Bazen de tüm uğraşlarımıza rağmen o an gerçekleştiremediğimiz şeyler olunca, kabullenişini gözlerini eğerek ve "Peki." diyerek gösteriyorsun ya… İşte o an, içimden dünyayı karşıma alıp öfkeyle her şeye, herkese meydan okuyorum.
10 Haziran 2014
Yağmur
Yağan damlalar hep bir nostalji yaşatmıştır. Belki de doğal olan her şeyin sadeliğini, güzelliğini ve gücünü gösterdiği için; bizi etkilediğinden belki de. Sanki ilk defa gittiğin bir yere ayak basar basmaz, geldiğin yere giden ulaşım araçlarını görünce hissettiğin şeyler gibi: gitmek istersin ama gidemezsin.
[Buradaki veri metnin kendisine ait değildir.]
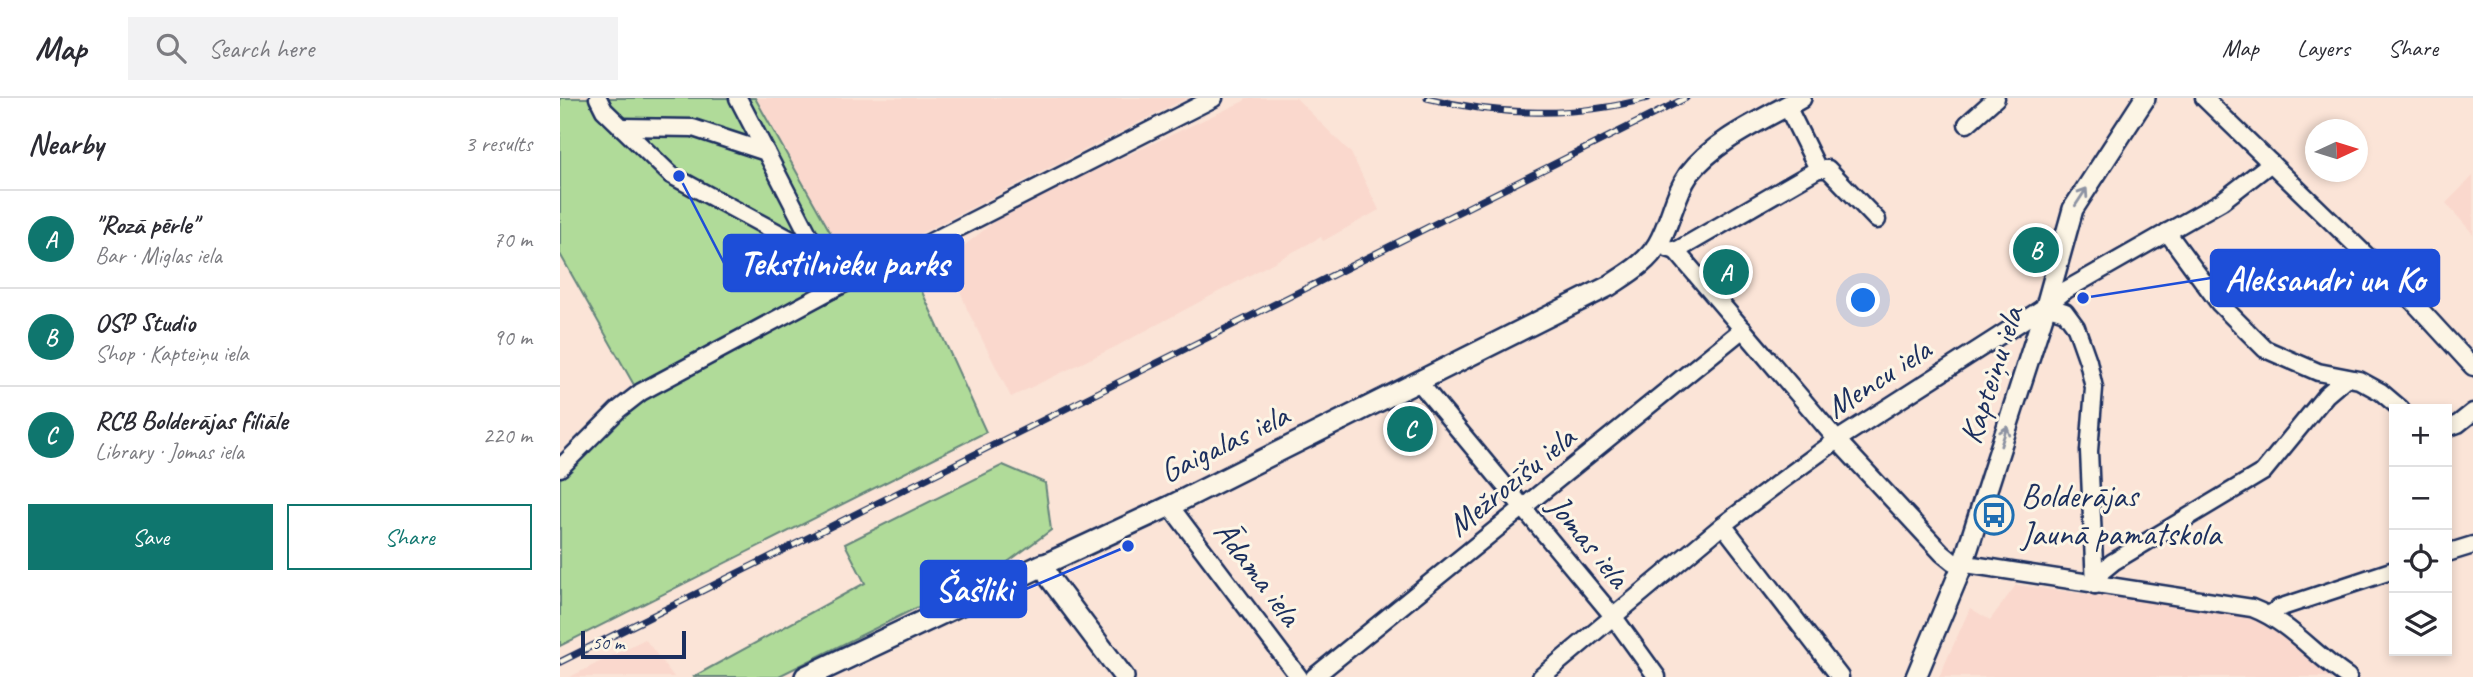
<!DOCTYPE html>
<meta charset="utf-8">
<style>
:root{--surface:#fff;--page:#f2f2f3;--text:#2b2b33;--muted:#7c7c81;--line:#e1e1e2;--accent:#0f766e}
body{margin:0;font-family:Caveat,sans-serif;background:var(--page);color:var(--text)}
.controls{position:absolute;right:21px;bottom:21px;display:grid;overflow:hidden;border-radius:0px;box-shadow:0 4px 10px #0003}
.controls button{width:63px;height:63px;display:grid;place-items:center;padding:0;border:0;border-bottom:2px solid var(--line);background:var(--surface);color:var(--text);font:35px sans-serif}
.compass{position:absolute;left:1745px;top:21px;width:63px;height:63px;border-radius:50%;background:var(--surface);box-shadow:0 4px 10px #0003;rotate:86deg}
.scale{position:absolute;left:21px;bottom:18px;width:105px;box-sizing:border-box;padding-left:7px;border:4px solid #1b2f5e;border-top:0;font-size:19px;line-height:24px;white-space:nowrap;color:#1b2f5e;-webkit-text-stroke:5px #fcf5e5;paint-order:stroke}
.you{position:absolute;left:1304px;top:203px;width:24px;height:24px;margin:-18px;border:5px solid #fff;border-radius:50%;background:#1a73e8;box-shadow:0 0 0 10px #1a73e833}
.badge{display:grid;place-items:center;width:46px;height:46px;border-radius:50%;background:var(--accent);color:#fff;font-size:23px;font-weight:700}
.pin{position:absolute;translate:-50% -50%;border:4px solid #fff;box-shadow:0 2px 7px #0006}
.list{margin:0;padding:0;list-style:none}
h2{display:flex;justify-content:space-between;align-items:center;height:91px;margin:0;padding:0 28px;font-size:30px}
h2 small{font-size:23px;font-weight:400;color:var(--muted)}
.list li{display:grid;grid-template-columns:46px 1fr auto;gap:21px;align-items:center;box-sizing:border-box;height:98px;padding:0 28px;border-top:2px solid var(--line)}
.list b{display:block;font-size:26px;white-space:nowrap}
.list p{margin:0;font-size:23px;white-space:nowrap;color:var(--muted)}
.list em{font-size:23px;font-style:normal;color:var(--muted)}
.actions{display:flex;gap:14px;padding:21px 28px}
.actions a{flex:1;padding:16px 0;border:2px solid var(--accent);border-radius:0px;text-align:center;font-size:24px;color:var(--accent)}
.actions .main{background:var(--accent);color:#fff}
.icon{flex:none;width:38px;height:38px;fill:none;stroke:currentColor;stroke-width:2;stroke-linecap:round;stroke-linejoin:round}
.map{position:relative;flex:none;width:1913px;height:579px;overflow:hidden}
header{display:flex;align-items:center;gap:42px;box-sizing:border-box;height:98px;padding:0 35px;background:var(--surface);border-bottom:2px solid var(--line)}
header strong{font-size:33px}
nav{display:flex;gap:38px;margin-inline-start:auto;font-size:24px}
.search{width:490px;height:63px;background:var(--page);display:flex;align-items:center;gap:18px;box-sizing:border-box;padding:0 24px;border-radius:0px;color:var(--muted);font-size:26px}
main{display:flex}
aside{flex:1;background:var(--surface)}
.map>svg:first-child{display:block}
.built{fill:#fad8cd}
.green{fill:#b0db99;stroke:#66857c;stroke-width:2}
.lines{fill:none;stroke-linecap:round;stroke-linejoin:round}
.minor-casing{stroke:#1b2f5e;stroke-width:21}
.tertiary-casing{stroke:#1b2f5e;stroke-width:24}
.secondary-casing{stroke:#1b2f5e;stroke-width:26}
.minor{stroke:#fcf5e5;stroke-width:16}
.tertiary{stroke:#fcf5e5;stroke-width:19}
.secondary{stroke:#fcf5e5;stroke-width:21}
.rail-casing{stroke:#1b2f5e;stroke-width:7}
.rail{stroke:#fcf5e5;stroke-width:4.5;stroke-dasharray:13;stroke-linecap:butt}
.oneway{stroke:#8c92a2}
.labels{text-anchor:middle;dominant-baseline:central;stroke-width:6;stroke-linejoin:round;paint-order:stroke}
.street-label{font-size:33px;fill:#1b2f5e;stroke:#fcf5e5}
.poi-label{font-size:33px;fill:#1b2f5e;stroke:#fcf5e5;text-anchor:start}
.leader{fill:none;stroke:#1d4ed8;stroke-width:2.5}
.callout-dot{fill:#1d4ed8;stroke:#fcf5e5;stroke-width:2.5}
.callout{fill:#1d4ed8;stroke:#1d4ed8;stroke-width:2.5}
.callout-label{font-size:35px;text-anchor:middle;font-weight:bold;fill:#fff}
</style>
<header>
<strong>Map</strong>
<div class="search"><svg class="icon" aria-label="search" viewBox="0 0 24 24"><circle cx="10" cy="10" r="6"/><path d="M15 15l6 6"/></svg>Search here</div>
<nav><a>Map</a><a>Layers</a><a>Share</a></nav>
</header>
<main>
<aside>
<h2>Nearby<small>3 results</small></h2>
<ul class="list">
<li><span class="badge">A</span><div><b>&quot;Rozā pērle&quot;</b><p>Bar · Miglas iela</p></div><em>70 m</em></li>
<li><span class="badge">B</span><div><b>OSP Studio</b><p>Shop · Kapteiņu iela</p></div><em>90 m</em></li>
<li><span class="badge">C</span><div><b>RCB Bolderājas filiāle</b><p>Library · Jomas iela</p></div><em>220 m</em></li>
</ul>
<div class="actions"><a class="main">Save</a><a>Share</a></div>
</aside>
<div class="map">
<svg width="1913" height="579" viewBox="0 0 1913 579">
<rect width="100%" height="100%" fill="#fbe4d7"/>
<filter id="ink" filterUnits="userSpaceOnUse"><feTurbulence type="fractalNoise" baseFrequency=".0143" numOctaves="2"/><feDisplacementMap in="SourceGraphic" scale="14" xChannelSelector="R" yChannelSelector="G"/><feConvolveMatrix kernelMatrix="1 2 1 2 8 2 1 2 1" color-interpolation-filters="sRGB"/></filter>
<g filter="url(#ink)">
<g class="built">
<path d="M195,0H627L291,171Z"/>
<path d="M686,0H736L791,55L819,112L763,143L761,139L555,249L451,299L407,211L388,161L446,114L684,3Z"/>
<path d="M1913,78V136L1886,105Z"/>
<path d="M1456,487L1688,516L1714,527L1774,579H1379L1410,510L1430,522Z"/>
<path d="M85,541L114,579H10Z"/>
</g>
<g class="green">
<path d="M0,0H195L291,171L74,287L0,156Z"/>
<path d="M341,171L353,174L426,334L0,548V381L59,318L95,295L322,176Z"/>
<path d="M443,367L485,385L491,432L445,466L217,579H133L305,485L285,446Z"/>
</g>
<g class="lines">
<g class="minor-casing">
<g id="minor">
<path d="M38,0L44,12L111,77L235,144L256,151"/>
<path d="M178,0L206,54"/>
<path d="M1644,0L1847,197L1913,269"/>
<path d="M1227,8L1258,71"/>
<path d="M1407,26L1436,0"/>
<path d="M61,29L133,30L206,54L256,151L273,191"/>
<path d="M1607,134L1659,205L1705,251L1758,274L1799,282L1821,294L1841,311"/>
<path d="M1107,150L1116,153L1258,71H1268L1317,122"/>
<path d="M1116,153L1277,342L1382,455L1393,464L1692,510C1731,525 1754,557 1788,579"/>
<path d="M1486,208L1505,214L1516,229L1528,263L1534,290L1529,353L1535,487"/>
<path d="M858,283L1053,518L1097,579"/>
<path d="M1887,330L1898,326L1913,314"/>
<path d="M0,370L58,312L81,294L273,191L349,155L654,0"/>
<path d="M610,408L739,579"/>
<path d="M1163,427L1280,579"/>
<path d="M1887,455L1913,447"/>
<path d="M1535,487L1542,473L1553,464L1703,374L1766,297L1786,280"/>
<path d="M1709,517L1719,510L1834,472"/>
<path d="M754,579L1183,231"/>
<path d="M981,579L1163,427L1221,383L1277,342L1486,208L1506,192L1662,103L1711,65"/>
</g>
</g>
<g class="tertiary-casing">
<g id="tertiary">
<path d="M564,579L491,482L483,467L610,408L1049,188C1067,176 1087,165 1098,146C1111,124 1114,97 1129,76C1156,41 1203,22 1241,0"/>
<path d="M1356,579L1403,466L1486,208L1513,111L1585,0"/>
</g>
</g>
<g class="secondary-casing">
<path id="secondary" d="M246,579L483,467"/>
</g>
<use href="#minor" class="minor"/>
<use href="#tertiary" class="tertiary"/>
<use href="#secondary" class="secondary"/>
<g class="rail-casing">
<g id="rail">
<path d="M867,0C939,18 1016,20 1088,0"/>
<path d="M0,564L1126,0"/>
</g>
</g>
<use href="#rail" class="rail"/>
</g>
<defs><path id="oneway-shaft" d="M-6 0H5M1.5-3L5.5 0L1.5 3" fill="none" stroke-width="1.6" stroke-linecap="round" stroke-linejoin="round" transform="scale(1.75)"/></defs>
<g class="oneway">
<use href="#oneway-shaft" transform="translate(1521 99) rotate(-57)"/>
<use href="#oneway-shaft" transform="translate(1444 338) rotate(-72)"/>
</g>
</g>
<defs>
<g id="bus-ring" transform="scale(2.0125)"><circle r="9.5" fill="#fcf5e5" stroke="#1f6fb2" stroke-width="1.5"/><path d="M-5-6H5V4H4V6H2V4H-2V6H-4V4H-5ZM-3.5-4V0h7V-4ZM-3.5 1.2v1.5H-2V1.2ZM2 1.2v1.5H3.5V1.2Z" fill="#1f6fb2"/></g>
</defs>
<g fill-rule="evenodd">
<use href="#bus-ring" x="1434" y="417"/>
</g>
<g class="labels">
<g class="street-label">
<text transform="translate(1431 277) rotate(-72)">Kapteiņu iela</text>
<text transform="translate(1318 280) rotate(-33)">Mencu iela</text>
<text transform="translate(664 345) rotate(-26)">Gaigalas iela</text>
<text transform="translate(951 383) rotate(-39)">Mežrozīšu iela</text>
<text transform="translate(1029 443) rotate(51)">Jomas iela</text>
<text transform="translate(698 475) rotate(53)">Ādama iela</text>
</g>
<g class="poi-label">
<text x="1461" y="398">Bolderājas<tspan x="1461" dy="38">Jaunā pamatskola</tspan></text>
</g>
</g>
<path class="leader" d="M119 78L164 165M1523 200L1651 180M568 448L466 491"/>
<g class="callout-dot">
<circle cx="119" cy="78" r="7"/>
<circle cx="1523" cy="200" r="7"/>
<circle cx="568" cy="448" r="7"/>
</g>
<g class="callout">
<rect x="164" y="137" width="239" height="56" rx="7"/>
<rect x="1651" y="152" width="228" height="56" rx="7"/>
<rect x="361" y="463" width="105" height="56" rx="7"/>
</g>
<g class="callout-label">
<text x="284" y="177">Tekstilnieku parks</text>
<text x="1765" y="193">Aleksandri un Ko</text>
<text x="414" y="503">Šašliki</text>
</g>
</svg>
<div class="controls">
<button>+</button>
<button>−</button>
<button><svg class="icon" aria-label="locate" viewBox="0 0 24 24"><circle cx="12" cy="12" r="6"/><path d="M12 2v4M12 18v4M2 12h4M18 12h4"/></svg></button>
<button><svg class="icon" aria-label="layers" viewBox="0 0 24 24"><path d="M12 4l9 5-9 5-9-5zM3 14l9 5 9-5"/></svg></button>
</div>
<svg class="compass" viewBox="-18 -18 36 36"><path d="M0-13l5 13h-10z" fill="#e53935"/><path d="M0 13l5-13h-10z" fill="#7c7c81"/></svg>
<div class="scale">50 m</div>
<div class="you"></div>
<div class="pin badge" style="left:1166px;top:174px">A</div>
<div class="pin badge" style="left:1476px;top:152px">B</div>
<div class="pin badge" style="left:850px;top:331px">C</div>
</div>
</main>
Gözlerinden damlayan yaşlarla pencere camı önünde dururken, dışarıdaki telaşın sebebi olan yağmur damlalarına bakıp doğada kendinden bir şeyler bulursun.
İnsanoğlu, bir avuç temiz kalpli insan hariç masumiyetini yitirmiştir. Her ne kadar önlem alsan da bazen insanlar dürüstlük rolü yapıp, önlemleri boşuna çıkartabiliyor. Üstelik hak ve hakkaniyet kavramlarını kendince yorumlayıp yanlışlarını doğruymuş gibi gösterme çabalarına saplantı haline getirmişlerdir.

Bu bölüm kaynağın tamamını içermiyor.